**Dataset records:**
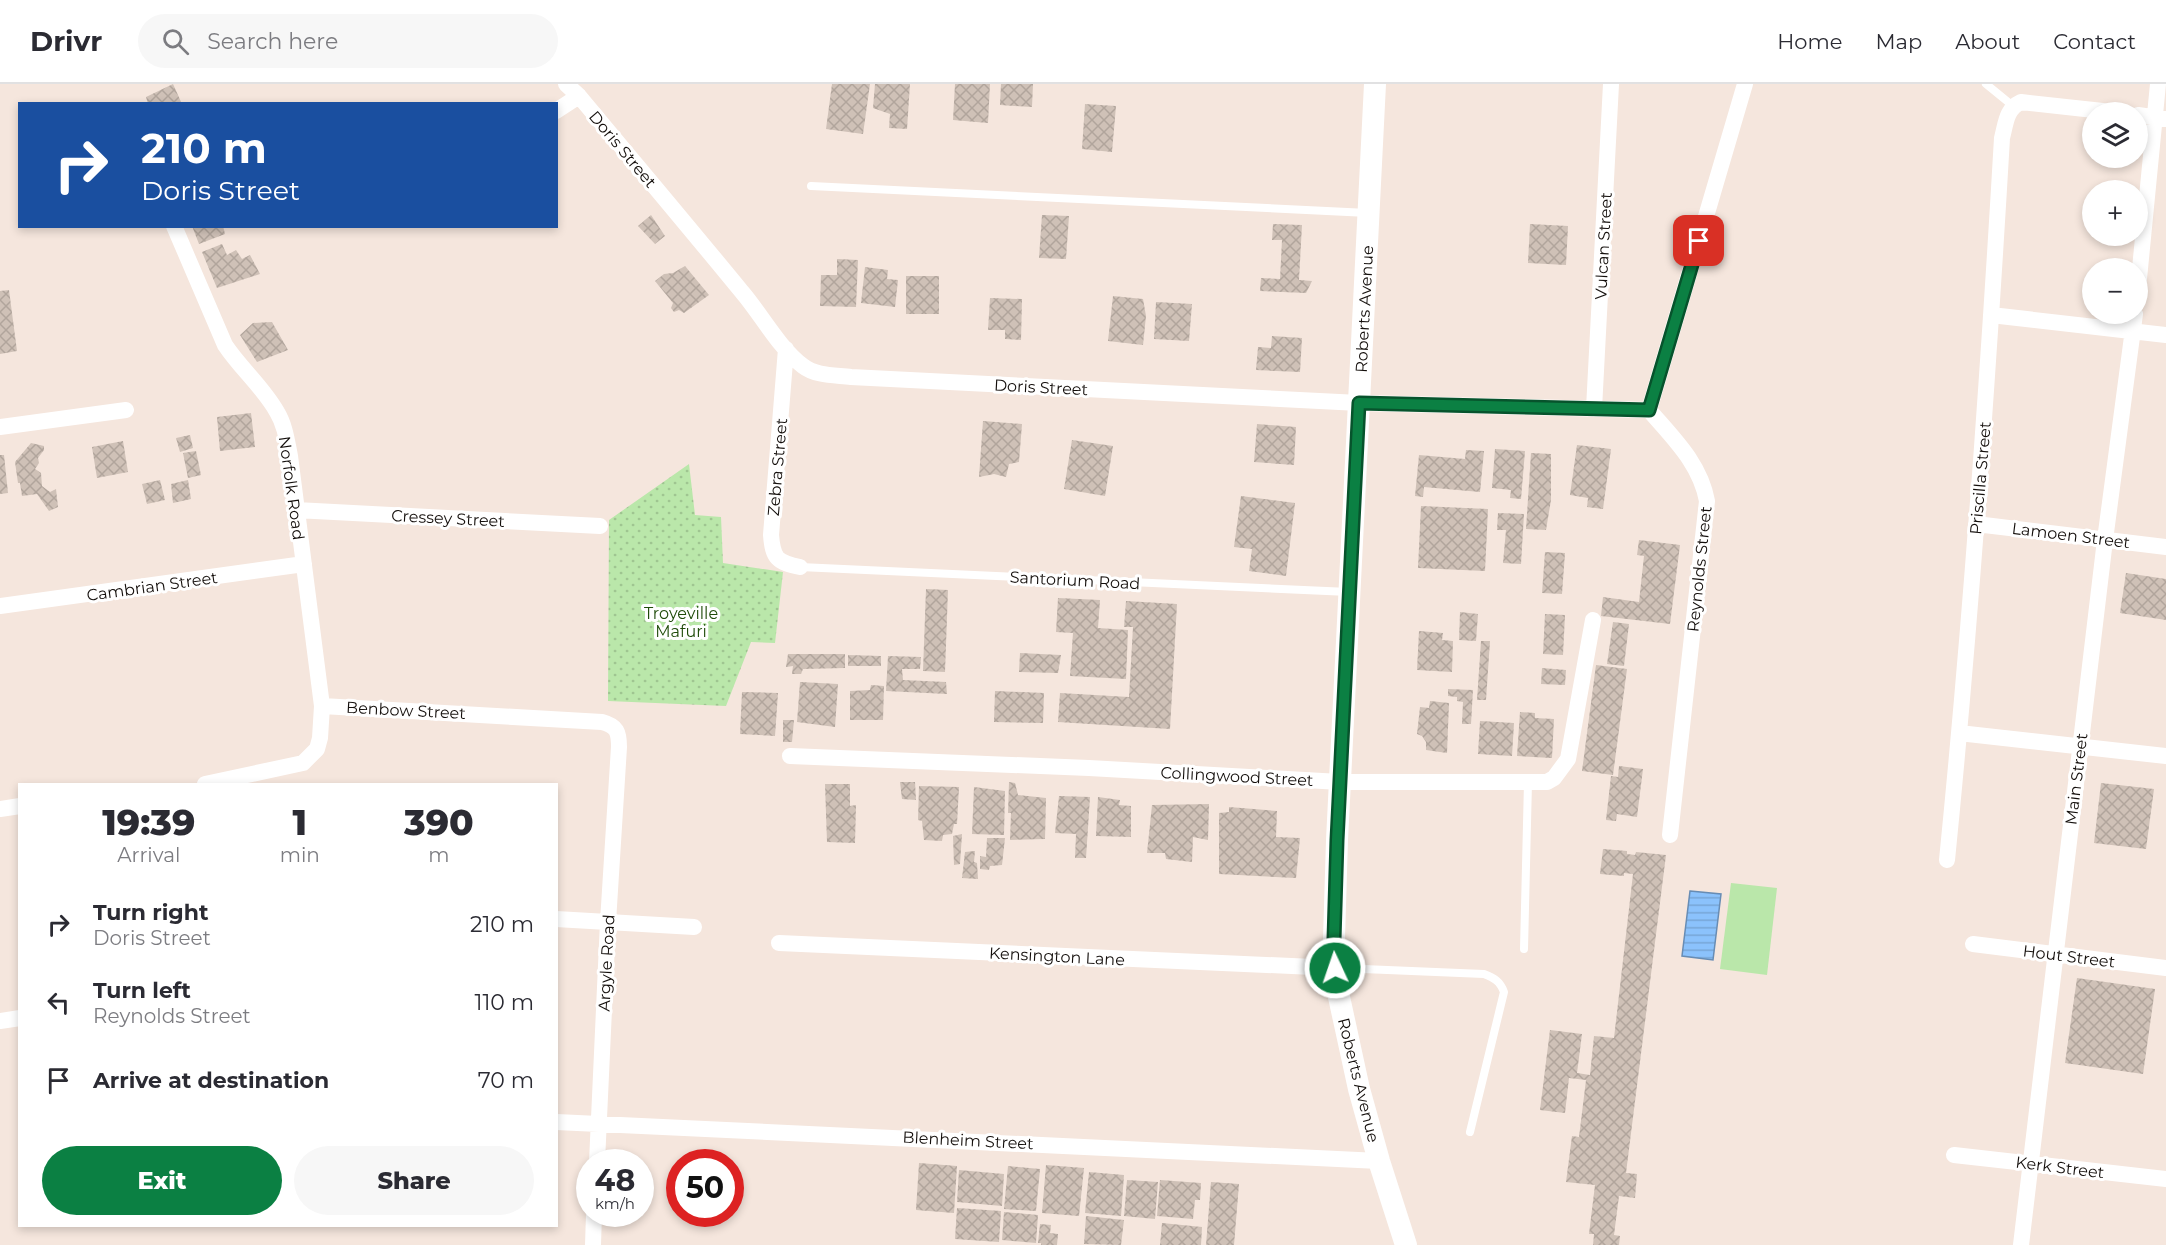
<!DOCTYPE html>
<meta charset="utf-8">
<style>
body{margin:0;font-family:Montserrat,sans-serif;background:#f7f7f7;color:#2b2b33;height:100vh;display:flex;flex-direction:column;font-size:22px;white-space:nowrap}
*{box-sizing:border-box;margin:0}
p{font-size:20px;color:#7c7c81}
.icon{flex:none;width:33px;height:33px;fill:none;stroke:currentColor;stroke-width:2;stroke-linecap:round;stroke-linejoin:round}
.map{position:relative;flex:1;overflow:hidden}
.details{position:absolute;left:18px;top:699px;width:540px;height:444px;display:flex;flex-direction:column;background:#fff;border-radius:0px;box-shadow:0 3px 9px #0003}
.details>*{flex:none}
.banner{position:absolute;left:18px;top:18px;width:540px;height:126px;border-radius:0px;box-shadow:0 3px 9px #0003;background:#1a4fa0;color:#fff;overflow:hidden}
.buttons{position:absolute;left:2082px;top:18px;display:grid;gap:12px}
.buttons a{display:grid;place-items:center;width:66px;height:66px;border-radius:50%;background:#fff;box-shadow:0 3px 9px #0003;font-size:30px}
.speed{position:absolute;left:576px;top:1065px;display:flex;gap:12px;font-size:30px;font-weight:700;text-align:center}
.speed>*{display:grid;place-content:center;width:78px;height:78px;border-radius:50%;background:#fff;box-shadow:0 3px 9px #0003;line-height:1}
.speed small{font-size:15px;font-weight:400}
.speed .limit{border:9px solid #d22;background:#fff;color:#111}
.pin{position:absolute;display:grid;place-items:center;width:51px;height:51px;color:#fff;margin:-26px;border-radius:12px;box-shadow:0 3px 9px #0006}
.me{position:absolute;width:66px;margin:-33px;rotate:357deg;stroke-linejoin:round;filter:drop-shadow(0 0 4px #0008)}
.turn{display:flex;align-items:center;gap:21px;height:126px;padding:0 24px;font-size:27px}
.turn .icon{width:78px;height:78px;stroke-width:2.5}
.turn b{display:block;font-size:42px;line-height:51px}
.eta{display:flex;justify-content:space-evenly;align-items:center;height:102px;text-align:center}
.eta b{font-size:36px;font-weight:800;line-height:42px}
.cta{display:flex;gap:12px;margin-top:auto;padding:12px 24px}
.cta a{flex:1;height:69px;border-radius:36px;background:#0b8043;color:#fff;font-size:24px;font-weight:800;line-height:69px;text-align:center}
.cta a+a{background:#f7f7f7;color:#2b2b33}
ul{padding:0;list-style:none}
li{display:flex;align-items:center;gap:18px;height:78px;padding:0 24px}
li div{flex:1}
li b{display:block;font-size:22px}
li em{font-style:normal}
header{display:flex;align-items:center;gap:36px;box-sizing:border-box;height:84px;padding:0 30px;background:#fff;border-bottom:2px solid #e1e1e2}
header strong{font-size:28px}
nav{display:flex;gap:33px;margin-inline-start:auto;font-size:21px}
.search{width:420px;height:54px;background:#f7f7f7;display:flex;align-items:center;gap:15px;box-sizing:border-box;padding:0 21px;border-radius:33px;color:#7c7c81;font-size:22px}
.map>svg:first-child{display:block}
</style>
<header>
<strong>Drivr</strong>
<div class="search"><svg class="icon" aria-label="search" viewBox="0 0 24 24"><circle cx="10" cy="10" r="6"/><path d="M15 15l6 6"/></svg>Search here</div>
<nav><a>Home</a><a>Map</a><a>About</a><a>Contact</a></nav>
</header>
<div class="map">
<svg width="2166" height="1161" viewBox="0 0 2166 1161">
<defs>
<pattern id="park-dots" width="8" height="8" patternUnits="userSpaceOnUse" patternTransform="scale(1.5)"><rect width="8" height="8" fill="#bae7aa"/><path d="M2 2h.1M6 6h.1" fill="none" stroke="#9fc591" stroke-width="1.8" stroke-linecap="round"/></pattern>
<pattern id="water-rules" width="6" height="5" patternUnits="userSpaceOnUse" patternTransform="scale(1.5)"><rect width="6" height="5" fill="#8bc2fc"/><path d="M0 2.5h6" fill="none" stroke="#77a6d7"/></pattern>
<pattern id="building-cross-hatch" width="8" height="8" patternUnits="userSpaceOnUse" patternTransform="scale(1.5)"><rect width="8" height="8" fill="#cfc1b7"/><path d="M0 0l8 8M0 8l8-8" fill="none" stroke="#b1a59c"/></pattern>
</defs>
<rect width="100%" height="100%" fill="#f5e6dd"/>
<path fill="#bae7aa" d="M1731,799l46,5 -10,87 -47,-6z"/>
<path fill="url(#park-dots)" d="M689,380l6,51 26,2 2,46 60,9 -8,71 -24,-1 -25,64 -118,-5 1,-181z"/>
<path fill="url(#water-rules)" stroke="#678cb4" stroke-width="1.5" d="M1690,807l31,3 -8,66 -31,-4z"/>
<path fill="url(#building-cross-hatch)" d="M173,0l9,20h-34l-2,-7z
M832,0h38l-7,50 -37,-5z
M875,0h35l-3,45 -18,-1 1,-14 -17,-6z
M955,0h35l-2,39 -35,-3z
M1001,0h32l-1,23 -32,-2z
M1085,20l31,2 -4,46 -30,-3z
M651,131l14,21 -10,8 -17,-18z
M1042,131l27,1 -3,43 -27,-1z
M1273,140l29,1 -3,55 13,1 -6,12 -46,-2 1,-13 19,1 2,-39h-10z
M1530,140l38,2 -2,39 -38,-2z
M192,142h31l2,8 -26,10z
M222,160l5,11 9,-5 6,9 8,-4 10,19 -43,14 -15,-36z
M837,175l21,1 -2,47 -36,-1 1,-31h16z
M685,182l24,29 -25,18 -5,-3 -5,2 -3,-4 2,-5 -18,-22 9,-7 9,-1z
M865,183l23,3 -1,9 11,1 -3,27 -34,-4z
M906,192h33v38h-33z
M9,206l8,61 -17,3v-63z
M1113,212l30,3 3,17 -3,29 -35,-4z
M990,214l32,1 -1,41 -16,-1v-9h-17z
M1156,218l36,2 -3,37 -35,-2z
M272,238l16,28 -31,12 -17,-27 13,-12z
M1272,252l30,2 -2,34 -44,-2 2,-23 13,1z
M251,329l4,34 -35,4 -3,-34z
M983,337l39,3 -3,38 -10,2 -3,13 -12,-3 -15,3z
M1257,340l39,3 -2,38 -40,-3z
M190,351l3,13 -13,4 -4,-14z
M1072,356l41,6 -8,50 -41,-7z
M123,357l5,31 -31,6 -5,-31z
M31,359l13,3v4l-6,8 1,5 -4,6 6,4 1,13 8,6 6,-3 2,18 -9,4 -12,-17 -15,2 -2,-13h-2l-3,-21z
M1577,361l34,4 -8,60 -16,-2 1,-9 -18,-3z
M1495,365l30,2 -4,48 -11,-1 1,-8 -19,-2z
M1466,366l18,1 -4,41 -56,-5 -1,10 -8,-1 4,-41 46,4z
M196,367l5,24 -13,3 -5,-25z
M1531,369l20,1v46l-5,30 -20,-1z
M0,371h4l4,38 -8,1z
M160,396l5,20 -18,4 -5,-20z
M188,396l3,19 -18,4 -2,-19z
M1241,412l54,7 -9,73 -37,-5 3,-22 -18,-2z
M1421,422l67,3 -3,62 -67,-3z
M1498,429l26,1 -3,50 -18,-1 3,-33h-9z
M1639,456l41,5 -10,79 -69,-8 2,-19 36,5 5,-46 -7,-1z
M1545,468l20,1 -3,41 -20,-1z
M2126,489l40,6v41l-46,-7z
M926,505l22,1 -3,82 -22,-1z
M1058,514l42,2 -2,28 30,2 -2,49 -56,-3 3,-43 -17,-1z
M1126,517l51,3 -7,125 -112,-7 2,-29 69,4 4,-70h-9z
M1460,528l18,2 -2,27 -17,-1z
M1545,530l20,1 -2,40 -20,-1z
M1613,538l16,2 -5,42 -17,-2z
M1419,547l24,2 -1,7 11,1 -1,31 -35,-2z
M1481,557h9l-4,59h-9z
M1020,569l41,2 -3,18 -39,-1z
M788,570h57v14l-42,1 -2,5h-9l1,-8 -7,1z
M848,571l33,1v10h-33z
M888,572l33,1 -1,12h-18l1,11 43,2 1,12 -61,-3z
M1596,581l31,4 -14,106 -31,-4z
M1542,584l24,2 -1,15 -24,-1z
M800,598l38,2 -3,43 -38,-5z
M871,601l13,1 -1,34h-33v-29l20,-1z
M1448,605l25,1 -2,34h-9l1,-22 -6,-1v-4l-9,-1z
M995,607l49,2 -1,30 -49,-1z
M742,608l36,1 -3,43 -35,-2z
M1430,617l19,2 -2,50 -21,-3v-8l-4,-6 -5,-2 3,-27 9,1z
M1520,628l15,1v5l19,1 -2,39 -35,-2z
M783,636h11l-2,22h-9z
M1480,637l34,2 -2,33 -34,-2z
M1619,682l24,3 -6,48 -20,-3 -1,7 -10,-1 5,-44 7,1z
M900,698h15l1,18 -14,-1z
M1009,698l6,1 3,12 28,3 -1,41 -35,1 1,-27h-3z
M2101,699l53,6 -8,60 -52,-6z
M825,700h25v22l6,-1 -1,38 -28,-1z
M919,702l40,1 -2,37h-3l-2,10 -9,1 -1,6 -18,-1 -2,-19 -4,-1z
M974,703l31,4 -1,44 -32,-1z
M1059,712l31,1 -4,61h-11l1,-24 -21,-1z
M1098,713l22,3 -1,5 12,1v31l-35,-1z
M1209,720l-1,36 -15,-3 -1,25 -26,-3 -1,-6h-18l5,-48z
M1229,723l48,4 -1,26 24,1 -4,40 -77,-4v-61l10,-1z
M962,750l-2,30 -6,1 -1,-29z
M987,754h18l-3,27 -12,1 -1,4 -9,-1v-13l6,1z
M1603,765l24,2v3l8,1 1,-3 30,3 -40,318 11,1 -2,24 -16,-2 -5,39 6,1 -1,9h-26l1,-11h-5l6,-49 -29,-3 6,-46 7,1 7,-57 -17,-2 -4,35 -25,-3 10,-80 32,4 -5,39 13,2 4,-39 20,2 19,-164 -9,-1v3l-24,-2z
M975,767l-1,11 3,1 1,16 -16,-1 3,-26z
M2077,894l78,11 -12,85 -78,-11z
M919,1079l38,3 -3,47 -38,-3z
M1046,1081l38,3 -5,48 -37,-3z
M1008,1082l32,3 -4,42 -32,-2z
M959,1086l45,4 -2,32 -45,-4z
M1089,1088l35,3 -3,41 -36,-3z
M1127,1096l31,2 -3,37 -31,-3z
M1160,1096l41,3 -1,17h-5l-2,19 -36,-3z
M1211,1098l28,2 -5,61h-28z
M957,1124l44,3 -2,31 -44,-3z
M1004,1128l34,3 -2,28 -34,-3z
M1086,1132l38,4 -3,25 -37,-1z
M1162,1139l40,4 -1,18h-41z
M1040,1140l11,1 -1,8 8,1 -1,11h-16v-2h-3z"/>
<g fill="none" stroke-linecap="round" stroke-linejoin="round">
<path stroke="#fff" stroke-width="8" d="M1986,0l27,22
M811,102l557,27
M800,483l549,25
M1524,865l4,-167
M1339,884l145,6c10,4 16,7 20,18l-34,140"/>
<path stroke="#fff" stroke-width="16" d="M566,0l13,12c54,65 109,130 163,196 19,22 37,56 61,74 13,10 31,9 48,11l508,26 290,7
M556,27l23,-15
M2138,31l27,4
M174,142l51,119c16,24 38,42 52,67 8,13 10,29 13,44l32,250 -2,32 -3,11 -14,14 -98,21
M2138,205l20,-205
M1991,231l175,20
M786,265l-15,186c2,24 6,27 29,32
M1594,325l17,-325
M0,343l126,-17
M296,426l304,16
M1976,440l190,23
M0,522l304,-42
M322,622l280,16c15,4 17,10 17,25l-11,175 -11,240
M1959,649l207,23
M790,672l299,12 251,14h207l7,-4 14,-19 25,-139
M0,725l20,-3
M1670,751l37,-334c-7,-38 -34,-63 -58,-91l96,-326
M1947,776c24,-240 41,-481 55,-722 4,-15 4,-29 19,-36l91,10
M556,835l138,8
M779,859l556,25
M1973,860l193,24
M0,937l20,-3
M556,1038l823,39
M1954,1071l212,24
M593,1161l1,-31
M2021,1161l84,-705 30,-226"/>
<path stroke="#fff" stroke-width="22" d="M1375,0l-38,756 -3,99 5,58 20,92 20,72 27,84"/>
</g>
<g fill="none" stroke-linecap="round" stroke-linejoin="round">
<g stroke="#07532c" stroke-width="15">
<path id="route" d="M1335,884l-1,-29 3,-99 22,-437 290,7 50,-169"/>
</g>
<use href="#route" stroke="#0b8043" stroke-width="10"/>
</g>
<g text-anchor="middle" stroke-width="6" stroke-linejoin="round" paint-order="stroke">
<g font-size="16" fill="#130e0b" stroke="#fff">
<text transform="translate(623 65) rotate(50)" y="6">Doris Street</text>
<text transform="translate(1603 162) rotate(-87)" y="6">Vulcan Street</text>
<text transform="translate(1364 225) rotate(-87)" y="6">Roberts Avenue</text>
<text transform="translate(1041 303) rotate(3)" y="6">Doris Street</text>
<text transform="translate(777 383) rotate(-85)" y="6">Zebra Street</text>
<text transform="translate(1980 394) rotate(-85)" y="6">Priscilla Street</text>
<text transform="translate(292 404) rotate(82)" y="6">Norfolk Road</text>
<text transform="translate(448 434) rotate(3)" y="6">Cressey Street</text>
<text transform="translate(2071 451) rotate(7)" y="6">Lamoen Street</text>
<text transform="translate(1699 485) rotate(-84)" y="6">Reynolds Street</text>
<text transform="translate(1075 496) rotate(3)" y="6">Santorium Road</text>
<text transform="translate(152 502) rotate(-8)" y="6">Cambrian Street</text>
<text transform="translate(406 626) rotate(3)" y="6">Benbow Street</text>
<text transform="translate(1237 692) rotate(3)" y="6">Collingwood Street</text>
<text transform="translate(2076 695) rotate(-83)" y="6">Main Street</text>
<text transform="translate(1057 872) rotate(3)" y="6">Kensington Lane</text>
<text transform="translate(2069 872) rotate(7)" y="6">Hout Street</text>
<text transform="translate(606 879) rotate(-87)" y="6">Argyle Road</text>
<text transform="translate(1359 996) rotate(76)" y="6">Roberts Avenue</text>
<text transform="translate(968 1056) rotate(3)" y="6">Blenheim Street</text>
<text transform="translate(2060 1083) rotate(7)" y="6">Kerk Street</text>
</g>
<g font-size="16" fill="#1f4b09" stroke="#fff">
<text x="681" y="535">Troyeville<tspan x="681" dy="18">Mafuri</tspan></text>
</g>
</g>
</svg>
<div class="buttons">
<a><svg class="icon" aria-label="layers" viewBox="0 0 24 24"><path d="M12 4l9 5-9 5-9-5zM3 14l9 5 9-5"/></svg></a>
<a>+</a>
<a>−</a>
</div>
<div class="speed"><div>48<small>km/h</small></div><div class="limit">50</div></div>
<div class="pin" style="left:1699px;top:157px;background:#d93025"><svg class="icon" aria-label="arrive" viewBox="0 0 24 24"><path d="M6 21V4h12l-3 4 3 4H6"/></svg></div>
<svg class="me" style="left:1335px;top:884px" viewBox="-20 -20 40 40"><circle r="17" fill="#0b8043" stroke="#fff" stroke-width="3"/><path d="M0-11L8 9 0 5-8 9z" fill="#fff"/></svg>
<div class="banner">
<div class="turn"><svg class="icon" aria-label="right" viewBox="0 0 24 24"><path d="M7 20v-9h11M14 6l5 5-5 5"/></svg><div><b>210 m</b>Doris Street</div></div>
</div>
<section class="details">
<div class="eta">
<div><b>19:39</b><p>Arrival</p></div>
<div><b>1</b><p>min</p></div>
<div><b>390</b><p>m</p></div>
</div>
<ul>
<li><svg class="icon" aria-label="right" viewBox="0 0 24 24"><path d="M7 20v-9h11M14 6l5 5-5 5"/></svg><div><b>Turn right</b><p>Doris Street</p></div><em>210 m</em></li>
<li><svg class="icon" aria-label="left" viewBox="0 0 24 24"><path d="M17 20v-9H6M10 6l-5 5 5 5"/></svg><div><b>Turn left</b><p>Reynolds Street</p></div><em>110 m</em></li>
<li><svg class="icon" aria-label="arrive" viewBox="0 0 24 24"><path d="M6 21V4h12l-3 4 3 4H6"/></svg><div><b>Arrive at destination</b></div><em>70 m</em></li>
</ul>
<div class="cta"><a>Exit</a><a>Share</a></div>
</section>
</div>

**Instructions for the task:** Please give only the number of lines above that contain "position".

**Exercise response:** 7